_Records provided:_
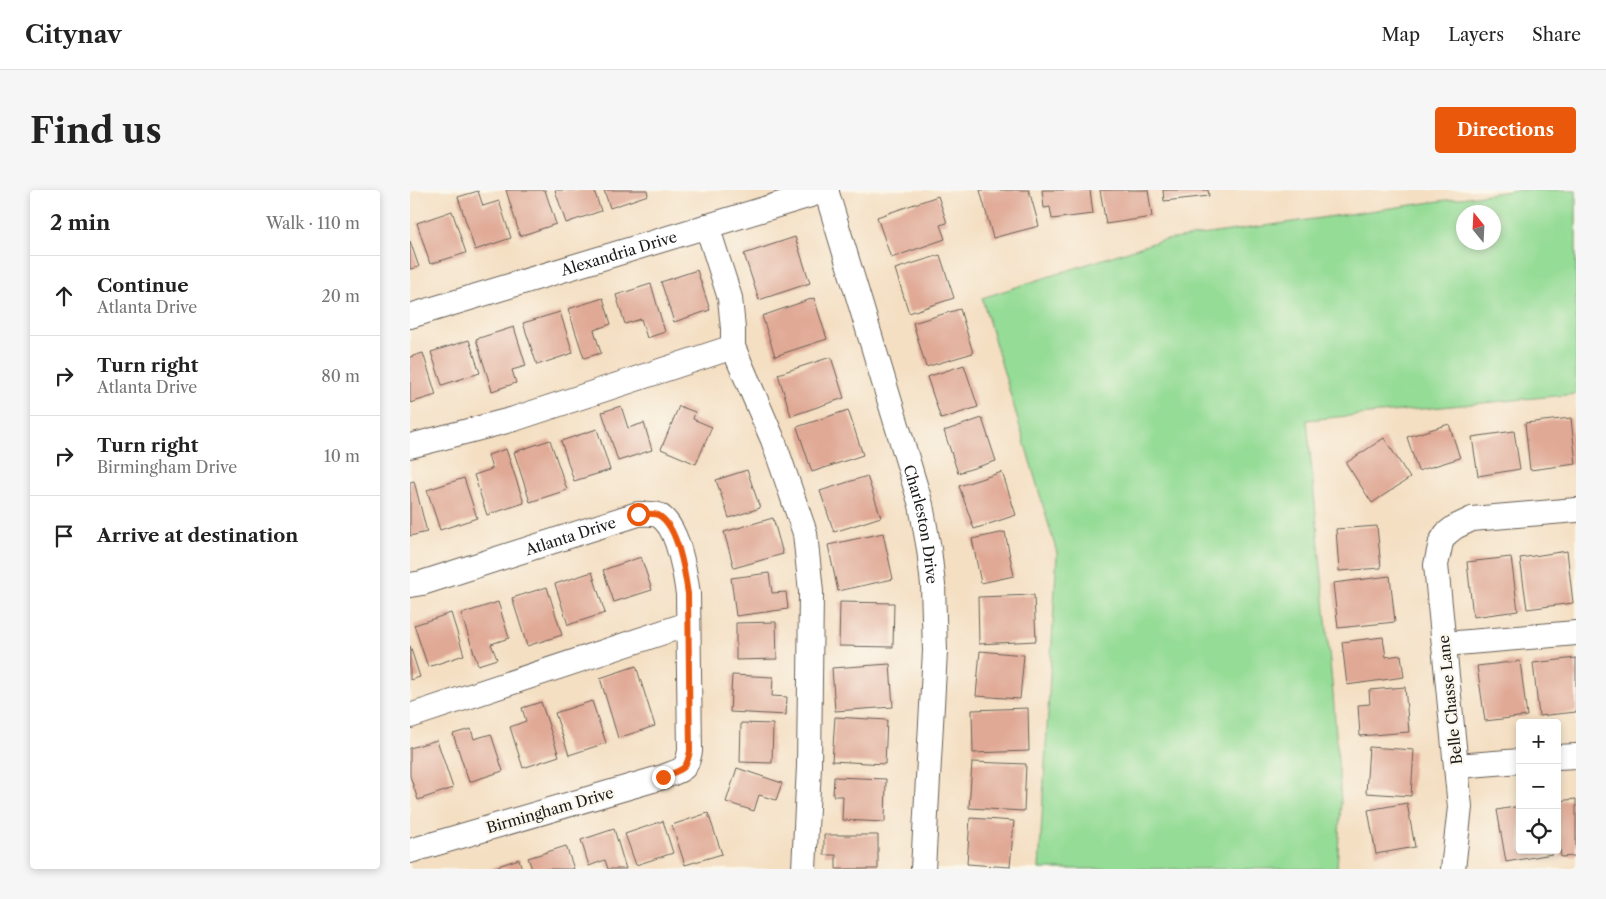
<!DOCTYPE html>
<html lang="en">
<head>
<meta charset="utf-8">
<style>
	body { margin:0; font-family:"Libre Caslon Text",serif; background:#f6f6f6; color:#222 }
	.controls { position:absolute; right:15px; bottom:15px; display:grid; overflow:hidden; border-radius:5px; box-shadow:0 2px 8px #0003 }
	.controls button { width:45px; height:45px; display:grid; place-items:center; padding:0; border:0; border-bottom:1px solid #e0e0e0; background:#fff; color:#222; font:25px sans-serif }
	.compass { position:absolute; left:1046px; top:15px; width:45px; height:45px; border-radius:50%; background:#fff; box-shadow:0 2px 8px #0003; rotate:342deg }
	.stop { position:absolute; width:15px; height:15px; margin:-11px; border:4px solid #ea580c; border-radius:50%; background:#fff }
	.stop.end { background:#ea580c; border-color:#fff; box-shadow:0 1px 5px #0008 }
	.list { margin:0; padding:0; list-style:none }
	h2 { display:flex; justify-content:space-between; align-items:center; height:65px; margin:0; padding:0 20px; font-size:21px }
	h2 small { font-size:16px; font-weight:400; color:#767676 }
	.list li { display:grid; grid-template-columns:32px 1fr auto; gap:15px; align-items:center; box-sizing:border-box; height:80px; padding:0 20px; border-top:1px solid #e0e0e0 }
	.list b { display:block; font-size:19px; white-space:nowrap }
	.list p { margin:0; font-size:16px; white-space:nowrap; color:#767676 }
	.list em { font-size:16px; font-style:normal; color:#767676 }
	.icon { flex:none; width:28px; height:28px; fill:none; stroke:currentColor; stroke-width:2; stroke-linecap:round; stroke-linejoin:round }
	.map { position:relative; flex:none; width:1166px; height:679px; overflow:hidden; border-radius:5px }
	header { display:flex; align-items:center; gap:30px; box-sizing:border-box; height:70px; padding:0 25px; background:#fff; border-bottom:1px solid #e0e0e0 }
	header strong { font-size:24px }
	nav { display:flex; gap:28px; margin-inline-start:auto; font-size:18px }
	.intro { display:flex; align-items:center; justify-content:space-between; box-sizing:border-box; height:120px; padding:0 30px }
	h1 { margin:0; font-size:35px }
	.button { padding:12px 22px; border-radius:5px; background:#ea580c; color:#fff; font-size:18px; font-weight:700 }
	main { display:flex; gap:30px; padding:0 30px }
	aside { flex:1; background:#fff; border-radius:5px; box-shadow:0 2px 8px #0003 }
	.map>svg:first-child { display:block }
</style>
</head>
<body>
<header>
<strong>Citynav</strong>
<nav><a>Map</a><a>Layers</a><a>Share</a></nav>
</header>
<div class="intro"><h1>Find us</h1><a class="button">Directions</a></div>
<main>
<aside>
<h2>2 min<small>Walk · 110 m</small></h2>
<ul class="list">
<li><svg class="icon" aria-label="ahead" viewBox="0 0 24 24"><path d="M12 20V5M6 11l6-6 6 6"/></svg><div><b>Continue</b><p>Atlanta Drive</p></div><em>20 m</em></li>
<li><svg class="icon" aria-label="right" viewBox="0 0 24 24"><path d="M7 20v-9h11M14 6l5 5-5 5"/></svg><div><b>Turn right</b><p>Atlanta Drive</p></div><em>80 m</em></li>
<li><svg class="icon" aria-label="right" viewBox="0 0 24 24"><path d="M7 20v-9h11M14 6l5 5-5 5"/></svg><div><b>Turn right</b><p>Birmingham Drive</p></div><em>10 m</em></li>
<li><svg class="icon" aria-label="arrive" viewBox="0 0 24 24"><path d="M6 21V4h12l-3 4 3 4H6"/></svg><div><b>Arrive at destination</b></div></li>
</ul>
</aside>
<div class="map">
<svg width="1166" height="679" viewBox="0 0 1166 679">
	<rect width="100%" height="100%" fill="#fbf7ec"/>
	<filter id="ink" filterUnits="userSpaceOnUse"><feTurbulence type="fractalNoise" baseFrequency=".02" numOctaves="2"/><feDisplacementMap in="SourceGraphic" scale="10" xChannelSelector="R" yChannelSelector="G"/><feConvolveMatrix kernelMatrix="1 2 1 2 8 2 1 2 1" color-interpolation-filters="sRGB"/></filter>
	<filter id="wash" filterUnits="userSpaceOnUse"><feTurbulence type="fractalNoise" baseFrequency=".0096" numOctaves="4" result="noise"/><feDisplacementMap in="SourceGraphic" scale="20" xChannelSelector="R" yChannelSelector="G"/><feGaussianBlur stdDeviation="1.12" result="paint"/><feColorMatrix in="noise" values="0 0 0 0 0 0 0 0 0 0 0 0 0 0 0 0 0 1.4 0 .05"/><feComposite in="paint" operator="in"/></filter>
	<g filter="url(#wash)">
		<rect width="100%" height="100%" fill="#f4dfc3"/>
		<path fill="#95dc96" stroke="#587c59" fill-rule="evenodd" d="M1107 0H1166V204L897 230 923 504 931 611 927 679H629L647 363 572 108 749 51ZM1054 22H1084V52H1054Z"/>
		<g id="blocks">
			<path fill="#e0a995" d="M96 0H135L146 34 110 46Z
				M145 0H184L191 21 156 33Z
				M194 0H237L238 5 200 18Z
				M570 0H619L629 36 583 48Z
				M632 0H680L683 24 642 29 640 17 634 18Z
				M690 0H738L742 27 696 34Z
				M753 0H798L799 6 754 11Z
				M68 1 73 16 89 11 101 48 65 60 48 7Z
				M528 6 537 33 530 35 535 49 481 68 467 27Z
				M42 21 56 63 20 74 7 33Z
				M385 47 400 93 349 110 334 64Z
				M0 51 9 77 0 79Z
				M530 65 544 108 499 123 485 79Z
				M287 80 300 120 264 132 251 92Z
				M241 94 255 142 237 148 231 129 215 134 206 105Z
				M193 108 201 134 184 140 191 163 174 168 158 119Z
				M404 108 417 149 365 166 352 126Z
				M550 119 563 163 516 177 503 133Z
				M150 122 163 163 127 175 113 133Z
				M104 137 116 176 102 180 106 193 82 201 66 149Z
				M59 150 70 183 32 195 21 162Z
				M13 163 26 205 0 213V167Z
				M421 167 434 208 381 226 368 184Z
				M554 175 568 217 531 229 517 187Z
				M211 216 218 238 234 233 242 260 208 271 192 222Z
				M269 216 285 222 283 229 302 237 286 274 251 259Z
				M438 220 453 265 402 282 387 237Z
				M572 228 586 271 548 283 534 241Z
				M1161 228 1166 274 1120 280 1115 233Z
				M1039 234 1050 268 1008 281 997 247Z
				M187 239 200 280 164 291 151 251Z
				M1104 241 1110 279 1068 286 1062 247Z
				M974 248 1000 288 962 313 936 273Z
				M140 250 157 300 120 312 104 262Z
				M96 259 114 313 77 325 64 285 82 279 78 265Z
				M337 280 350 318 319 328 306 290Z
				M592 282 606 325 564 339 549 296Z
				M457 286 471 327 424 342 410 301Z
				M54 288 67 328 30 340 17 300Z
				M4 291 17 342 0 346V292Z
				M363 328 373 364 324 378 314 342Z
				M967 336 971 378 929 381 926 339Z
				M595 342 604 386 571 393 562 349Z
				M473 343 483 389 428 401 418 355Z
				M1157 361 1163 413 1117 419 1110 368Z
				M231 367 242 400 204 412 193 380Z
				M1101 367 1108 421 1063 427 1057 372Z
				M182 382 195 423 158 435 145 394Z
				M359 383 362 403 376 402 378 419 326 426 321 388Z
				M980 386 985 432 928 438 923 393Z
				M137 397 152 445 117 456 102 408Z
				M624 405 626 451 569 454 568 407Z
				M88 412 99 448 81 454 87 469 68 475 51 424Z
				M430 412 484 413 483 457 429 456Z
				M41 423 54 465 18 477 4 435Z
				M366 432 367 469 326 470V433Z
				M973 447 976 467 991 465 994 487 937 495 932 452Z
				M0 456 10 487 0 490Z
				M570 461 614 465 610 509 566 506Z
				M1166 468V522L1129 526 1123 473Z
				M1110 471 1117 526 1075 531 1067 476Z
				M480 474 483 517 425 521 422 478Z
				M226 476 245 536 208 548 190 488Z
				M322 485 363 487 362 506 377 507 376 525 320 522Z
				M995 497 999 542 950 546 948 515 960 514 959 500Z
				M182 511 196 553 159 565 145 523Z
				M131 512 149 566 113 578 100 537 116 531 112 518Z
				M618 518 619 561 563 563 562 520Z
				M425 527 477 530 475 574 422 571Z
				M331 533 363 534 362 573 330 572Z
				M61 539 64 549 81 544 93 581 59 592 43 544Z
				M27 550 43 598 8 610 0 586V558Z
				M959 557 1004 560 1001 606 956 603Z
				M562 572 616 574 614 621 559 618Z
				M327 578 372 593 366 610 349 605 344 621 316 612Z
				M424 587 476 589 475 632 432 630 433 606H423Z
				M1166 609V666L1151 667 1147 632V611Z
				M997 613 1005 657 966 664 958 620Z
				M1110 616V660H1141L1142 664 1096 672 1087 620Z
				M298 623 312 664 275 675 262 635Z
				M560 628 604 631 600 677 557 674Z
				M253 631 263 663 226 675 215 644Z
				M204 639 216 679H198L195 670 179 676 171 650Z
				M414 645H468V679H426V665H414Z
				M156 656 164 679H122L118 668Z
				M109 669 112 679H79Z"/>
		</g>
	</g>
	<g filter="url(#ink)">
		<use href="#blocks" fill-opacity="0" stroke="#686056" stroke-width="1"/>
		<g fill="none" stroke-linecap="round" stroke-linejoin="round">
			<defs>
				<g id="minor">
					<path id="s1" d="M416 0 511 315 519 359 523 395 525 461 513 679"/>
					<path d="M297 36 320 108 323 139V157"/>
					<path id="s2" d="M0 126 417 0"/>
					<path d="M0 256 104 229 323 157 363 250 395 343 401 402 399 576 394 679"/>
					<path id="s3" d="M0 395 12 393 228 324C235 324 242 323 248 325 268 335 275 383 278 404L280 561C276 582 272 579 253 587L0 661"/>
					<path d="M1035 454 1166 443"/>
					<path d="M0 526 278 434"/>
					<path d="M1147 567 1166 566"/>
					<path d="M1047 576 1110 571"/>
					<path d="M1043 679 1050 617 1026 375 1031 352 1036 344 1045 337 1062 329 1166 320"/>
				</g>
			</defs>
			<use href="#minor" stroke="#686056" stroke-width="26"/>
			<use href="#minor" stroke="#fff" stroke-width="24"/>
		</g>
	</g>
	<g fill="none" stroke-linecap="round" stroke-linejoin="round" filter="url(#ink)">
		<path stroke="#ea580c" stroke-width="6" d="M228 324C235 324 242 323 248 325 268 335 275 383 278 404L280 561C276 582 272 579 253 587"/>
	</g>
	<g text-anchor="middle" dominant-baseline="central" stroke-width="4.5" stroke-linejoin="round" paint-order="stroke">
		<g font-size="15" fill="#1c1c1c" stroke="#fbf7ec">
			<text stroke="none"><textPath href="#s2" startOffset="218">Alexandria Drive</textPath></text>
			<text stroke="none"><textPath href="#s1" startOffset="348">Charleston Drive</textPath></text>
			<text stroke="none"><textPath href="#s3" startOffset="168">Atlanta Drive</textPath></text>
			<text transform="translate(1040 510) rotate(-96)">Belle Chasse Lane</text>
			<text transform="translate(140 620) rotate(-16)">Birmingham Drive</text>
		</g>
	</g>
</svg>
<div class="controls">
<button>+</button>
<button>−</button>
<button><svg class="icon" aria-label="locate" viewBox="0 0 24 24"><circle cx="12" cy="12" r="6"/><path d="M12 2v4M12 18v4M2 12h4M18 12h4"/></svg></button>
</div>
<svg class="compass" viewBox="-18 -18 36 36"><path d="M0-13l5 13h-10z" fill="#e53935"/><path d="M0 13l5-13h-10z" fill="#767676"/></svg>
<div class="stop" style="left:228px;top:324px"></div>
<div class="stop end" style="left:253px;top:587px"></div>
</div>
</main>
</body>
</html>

_What you should do:_ Starting at the line above that holds "M1039 234 1050 268 1008 281 997 247Z" and ending at the line that holds "M562 572 616 574 614 621 559 618Z", transcribe each line exactly and include no other lines.

_Response to the task:_
				M1039 234 1050 268 1008 281 997 247Z
				M187 239 200 280 164 291 151 251Z
				M1104 241 1110 279 1068 286 1062 247Z
				M974 248 1000 288 962 313 936 273Z
				M140 250 157 300 120 312 104 262Z
				M96 259 114 313 77 325 64 285 82 279 78 265Z
				M337 280 350 318 319 328 306 290Z
				M592 282 606 325 564 339 549 296Z
				M457 286 471 327 424 342 410 301Z
				M54 288 67 328 30 340 17 300Z
				M4 291 17 342 0 346V292Z
				M363 328 373 364 324 378 314 342Z
				M967 336 971 378 929 381 926 339Z
				M595 342 604 386 571 393 562 349Z
				M473 343 483 389 428 401 418 355Z
				M1157 361 1163 413 1117 419 1110 368Z
				M231 367 242 400 204 412 193 380Z
				M1101 367 1108 421 1063 427 1057 372Z
				M182 382 195 423 158 435 145 394Z
				M359 383 362 403 376 402 378 419 326 426 321 388Z
				M980 386 985 432 928 438 923 393Z
				M137 397 152 445 117 456 102 408Z
				M624 405 626 451 569 454 568 407Z
				M88 412 99 448 81 454 87 469 68 475 51 424Z
				M430 412 484 413 483 457 429 456Z
				M41 423 54 465 18 477 4 435Z
				M366 432 367 469 326 470V433Z
				M973 447 976 467 991 465 994 487 937 495 932 452Z
				M0 456 10 487 0 490Z
				M570 461 614 465 610 509 566 506Z
				M1166 468V522L1129 526 1123 473Z
				M1110 471 1117 526 1075 531 1067 476Z
				M480 474 483 517 425 521 422 478Z
				M226 476 245 536 208 548 190 488Z
				M322 485 363 487 362 506 377 507 376 525 320 522Z
				M995 497 999 542 950 546 948 515 960 514 959 500Z
				M182 511 196 553 159 565 145 523Z
				M131 512 149 566 113 578 100 537 116 531 112 518Z
				M618 518 619 561 563 563 562 520Z
				M425 527 477 530 475 574 422 571Z
				M331 533 363 534 362 573 330 572Z
				M61 539 64 549 81 544 93 581 59 592 43 544Z
				M27 550 43 598 8 610 0 586V558Z
				M959 557 1004 560 1001 606 956 603Z
				M562 572 616 574 614 621 559 618Z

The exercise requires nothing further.